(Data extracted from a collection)
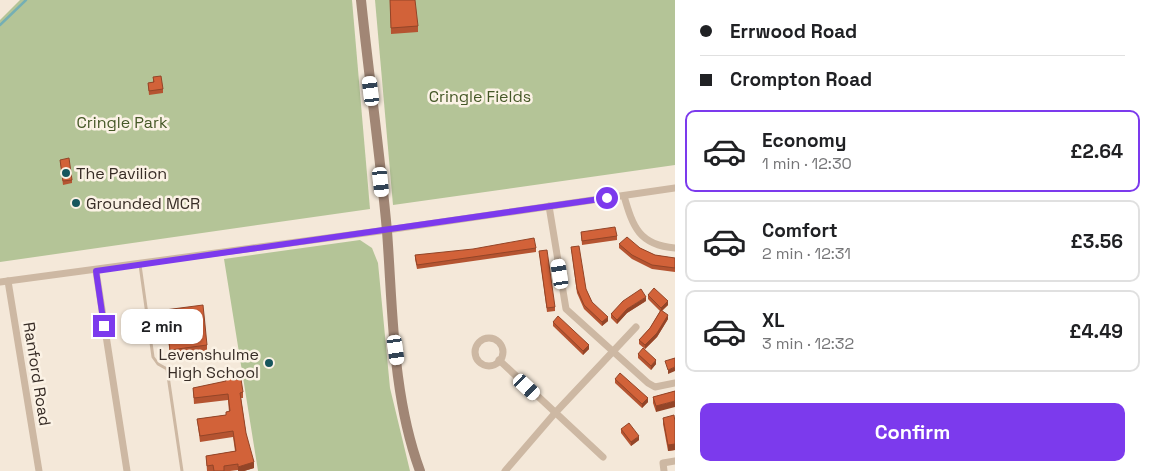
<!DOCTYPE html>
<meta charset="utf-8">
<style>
body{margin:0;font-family:"Space Grotesk",sans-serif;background:#f6f6f6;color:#202124;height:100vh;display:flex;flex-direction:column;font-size:19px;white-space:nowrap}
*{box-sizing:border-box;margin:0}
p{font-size:16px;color:#757577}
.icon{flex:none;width:28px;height:28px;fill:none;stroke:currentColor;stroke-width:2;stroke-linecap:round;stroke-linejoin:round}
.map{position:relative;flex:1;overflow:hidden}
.panel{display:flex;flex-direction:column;background:#fff;width:475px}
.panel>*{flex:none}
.banner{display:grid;align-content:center;height:110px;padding:0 25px;background:#fff}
.end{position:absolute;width:22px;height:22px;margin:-11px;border:6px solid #7c3aed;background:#fff;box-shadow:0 0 0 2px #fff}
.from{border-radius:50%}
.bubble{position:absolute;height:35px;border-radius:10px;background:#fff;box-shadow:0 1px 4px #0004;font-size:16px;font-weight:800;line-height:35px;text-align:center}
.car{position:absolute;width:15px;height:30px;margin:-15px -8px;border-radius:6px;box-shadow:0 0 4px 1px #0007;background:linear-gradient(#fff 24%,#345 0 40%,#fff 0 76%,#345 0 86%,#fff 0)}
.banner b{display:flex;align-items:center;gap:18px;height:48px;font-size:19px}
.banner b+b{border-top:1px solid #e0e0e0}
.banner i{width:12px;height:12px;background:#202124}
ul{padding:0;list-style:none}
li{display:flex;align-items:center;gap:15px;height:82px;margin:0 10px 8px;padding:0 15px;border:2px solid #e0e0e0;border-radius:10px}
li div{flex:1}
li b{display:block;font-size:19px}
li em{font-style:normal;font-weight:800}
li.active{border-color:#7c3aed}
li>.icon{width:45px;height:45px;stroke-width:1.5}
.button{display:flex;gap:10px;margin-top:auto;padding:10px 25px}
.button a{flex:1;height:58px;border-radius:10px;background:#7c3aed;color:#fff;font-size:20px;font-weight:800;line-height:58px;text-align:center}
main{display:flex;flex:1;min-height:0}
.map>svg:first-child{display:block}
.park{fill:#b4c497}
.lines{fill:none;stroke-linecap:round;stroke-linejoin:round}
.stream{stroke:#75afb4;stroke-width:2.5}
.lane{stroke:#cdb8a3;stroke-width:3}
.street{stroke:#cdb8a3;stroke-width:7}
.secondary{stroke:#a18675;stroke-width:10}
.wall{fill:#b55431}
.shaded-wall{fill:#934528}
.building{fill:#d26239;stroke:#934528}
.route{stroke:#7c3aed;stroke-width:6}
.poi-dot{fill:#17565d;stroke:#fbf2e5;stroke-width:2}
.labels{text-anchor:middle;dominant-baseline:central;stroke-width:5;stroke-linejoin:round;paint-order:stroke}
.park-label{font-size:16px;fill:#455827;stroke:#fbf2e5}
.poi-label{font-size:16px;fill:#372c26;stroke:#fbf2e5;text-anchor:start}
.street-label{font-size:16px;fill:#372c26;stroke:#fbf2e5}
</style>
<main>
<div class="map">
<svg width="675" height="471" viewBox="0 0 675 471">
<rect width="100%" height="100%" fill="#f4e8d9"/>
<g class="park">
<polygon points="20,0 352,0 370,209 0,262 0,20"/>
<polygon points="375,0 675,0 675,165 393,205"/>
<polygon points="360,240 372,248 378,263 390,388 410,471 258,471 224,259"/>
</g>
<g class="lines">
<polyline class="stream" points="0,25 26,0"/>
<polyline class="lane" points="140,265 153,357 158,364 167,369 182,471"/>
<g class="street">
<path d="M624,196C633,227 639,245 675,248"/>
<polyline points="549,206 566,309 648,383 655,387 675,383"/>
<polyline points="96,271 127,471"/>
<polyline points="8,281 39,471"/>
<polyline points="0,282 387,230 675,188"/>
<circle cx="489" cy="352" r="14"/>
<polyline points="499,360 603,457"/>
<polyline points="505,471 555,413 636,327"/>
<polyline points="664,471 663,463 675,461"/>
</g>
<path class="secondary" d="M361,0C369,77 380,154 387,231C393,311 392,395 420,471"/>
</g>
<g class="wall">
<polygon points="390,0 418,26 418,32 391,34"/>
<polygon points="153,77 163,89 163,93 149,95 148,83 153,82"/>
<polygon points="60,160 72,180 72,183 63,185"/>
<polygon points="581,232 617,236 617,240 582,245"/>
<polygon points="619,244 640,248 655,255 675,258 675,272 652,269 632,259 619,248"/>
<polygon points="571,247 586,289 592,302 608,321 602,326 584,309 577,293"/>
<polygon points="536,248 536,252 417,269 415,259 415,255"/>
<polygon points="539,251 555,307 555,311 547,312"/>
<polygon points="648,295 668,305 662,311 668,319 657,337 645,349 639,344 639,340 650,328 660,311 648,299"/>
<polygon points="646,301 627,313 617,324 611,318 611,314"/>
<polygon points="165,310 207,345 207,351 170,356"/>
<polygon points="553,322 589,349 583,355 553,326"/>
<polygon points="638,354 656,364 651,370 638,358"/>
<polygon points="615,379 648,402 642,408 615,383"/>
<polygon points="232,380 243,392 243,398 241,398 246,433 254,468 244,471 238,471 238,470 230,471 207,471 206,456 235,451 233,437 200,442 197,419 226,415 229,412 228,400 194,404 193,388"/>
<polygon points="675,391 656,412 653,403 653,397"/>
<polygon points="663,418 675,422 675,450 668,451 663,424"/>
<polygon points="621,429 639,440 631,446 621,433"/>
</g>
<g class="shaded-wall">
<polygon points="646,297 646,301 627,313 617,324 617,320 627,309"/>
<polygon points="668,301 668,305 661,311 661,308"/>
<polygon points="668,315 668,319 657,337 645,349 645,345"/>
<polygon points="608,317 608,321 602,326 602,322"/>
<polygon points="589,345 589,349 583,355 583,351"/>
<polygon points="656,360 656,364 651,370 651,366"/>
<polygon points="675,367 675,371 668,374 668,370"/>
<polygon points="648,398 648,402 642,408 642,404"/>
<polygon points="675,401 675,407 656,412 656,406"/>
<polygon points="639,436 639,440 631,446 631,442"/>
<polygon points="675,444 675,450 668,451 668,445"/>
<polygon points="254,462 254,468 244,471 238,471 238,467"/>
</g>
<g class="building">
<polygon points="390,0 415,0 418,26 391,28"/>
<polygon points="161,76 163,89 149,91 148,83 154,82 153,77"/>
<polygon points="69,158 72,180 63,181 60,160"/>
<polygon points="615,227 617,236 582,241 581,232"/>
<polygon points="627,237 640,248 655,255 675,258 675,268 652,265 632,255 619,244"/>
<polygon points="534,238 536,248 417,265 415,255 473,249"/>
<polygon points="579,246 586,289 592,302 608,317 602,322 584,305 577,289 571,247"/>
<polygon points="547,250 555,307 547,308 539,251"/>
<polygon points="654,288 668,301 661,308 648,295"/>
<polygon points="641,289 646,297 627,309 617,320 611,314 623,301"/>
<polygon points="203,305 207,345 170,350 165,310"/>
<polygon points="661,310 668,315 657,333 645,345 639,340 650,328"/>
<polygon points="558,316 589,345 583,351 553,322"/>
<polygon points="643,348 656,360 651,366 638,354"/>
<polygon points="675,358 675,367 668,370 665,361"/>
<polygon points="620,373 648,398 642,404 615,379"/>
<polygon points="232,377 232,380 241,379 243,392 240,393 246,433 254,462 238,467 238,464 224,466 224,471 214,471 213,465 207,466 206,456 236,451 233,431 200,436 197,419 226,415 226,412 230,411 228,394 194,398 193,388 226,381 226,378"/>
<polygon points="675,391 675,401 656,406 653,397"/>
<polygon points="674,415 675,422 675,444 668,445 663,418"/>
<polygon points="629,423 639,436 631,442 621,429"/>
</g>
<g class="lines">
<polyline class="route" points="104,326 96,271 607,198"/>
</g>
<g class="poi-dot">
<circle cx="66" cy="173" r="5"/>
<circle cx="76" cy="203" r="5"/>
<circle cx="269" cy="363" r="5"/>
</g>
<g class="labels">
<g class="park-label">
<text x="480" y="96">Cringle Fields</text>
<text x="122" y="122">Cringle Park</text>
</g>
<g class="poi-label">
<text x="76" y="173">The Pavilion</text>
<text x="86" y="203">Grounded MCR</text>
<text x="259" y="354" text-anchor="end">Levenshulme<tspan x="259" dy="18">High School</tspan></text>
</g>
<g class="street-label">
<text transform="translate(37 374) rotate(81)">Ranford Road</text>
</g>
</g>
</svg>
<i class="end from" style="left:607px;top:198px"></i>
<i class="end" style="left:104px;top:326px"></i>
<div class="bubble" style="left:121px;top:309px;width:82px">2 min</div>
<i class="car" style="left:371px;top:91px;rotate:353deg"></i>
<i class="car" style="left:381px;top:182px;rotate:174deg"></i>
<i class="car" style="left:560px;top:274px;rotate:351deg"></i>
<i class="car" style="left:396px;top:350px;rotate:172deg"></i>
<i class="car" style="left:527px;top:387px;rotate:133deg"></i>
</div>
<section class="panel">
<div class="banner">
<b><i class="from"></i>Errwood Road</b>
<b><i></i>Crompton Road</b>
</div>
<ul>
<li class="active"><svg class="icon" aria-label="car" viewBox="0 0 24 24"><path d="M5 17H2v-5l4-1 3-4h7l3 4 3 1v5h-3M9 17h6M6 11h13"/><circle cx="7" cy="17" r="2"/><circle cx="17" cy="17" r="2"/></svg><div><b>Economy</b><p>1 min · 12:30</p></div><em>£2.64</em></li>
<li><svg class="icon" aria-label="car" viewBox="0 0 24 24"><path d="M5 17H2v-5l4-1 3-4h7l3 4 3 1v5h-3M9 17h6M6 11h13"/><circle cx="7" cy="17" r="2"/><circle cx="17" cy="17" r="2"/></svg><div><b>Comfort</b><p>2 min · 12:31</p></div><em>£3.56</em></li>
<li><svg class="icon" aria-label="car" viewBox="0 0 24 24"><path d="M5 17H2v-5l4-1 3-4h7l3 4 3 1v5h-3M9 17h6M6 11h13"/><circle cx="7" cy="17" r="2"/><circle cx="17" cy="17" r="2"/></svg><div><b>XL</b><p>3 min · 12:32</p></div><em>£4.49</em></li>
</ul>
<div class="button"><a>Confirm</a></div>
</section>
</main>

> **EXERCISE INSTRUCTIONS**:
Tally each line in the data that holds the word "none"; write only the total.

> **ANSWER FOR THIS EXERCISE**:
4